# Available records:
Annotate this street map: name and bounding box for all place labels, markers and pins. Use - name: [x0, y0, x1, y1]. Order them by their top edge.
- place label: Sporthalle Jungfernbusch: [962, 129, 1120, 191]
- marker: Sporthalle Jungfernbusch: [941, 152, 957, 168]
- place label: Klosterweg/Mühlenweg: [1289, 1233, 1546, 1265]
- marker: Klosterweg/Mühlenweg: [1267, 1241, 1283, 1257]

# What you are asked to do:
Restate each entry exactly, skipping none.

# Completed task:
Annotate this street map: name and bounding box for all place labels, markers and pins. Use - name: [x0, y0, x1, y1]. Order them by their top edge.
- place label: Sporthalle Jungfernbusch: [962, 129, 1120, 191]
- marker: Sporthalle Jungfernbusch: [941, 152, 957, 168]
- place label: Klosterweg/Mühlenweg: [1289, 1233, 1546, 1265]
- marker: Klosterweg/Mühlenweg: [1267, 1241, 1283, 1257]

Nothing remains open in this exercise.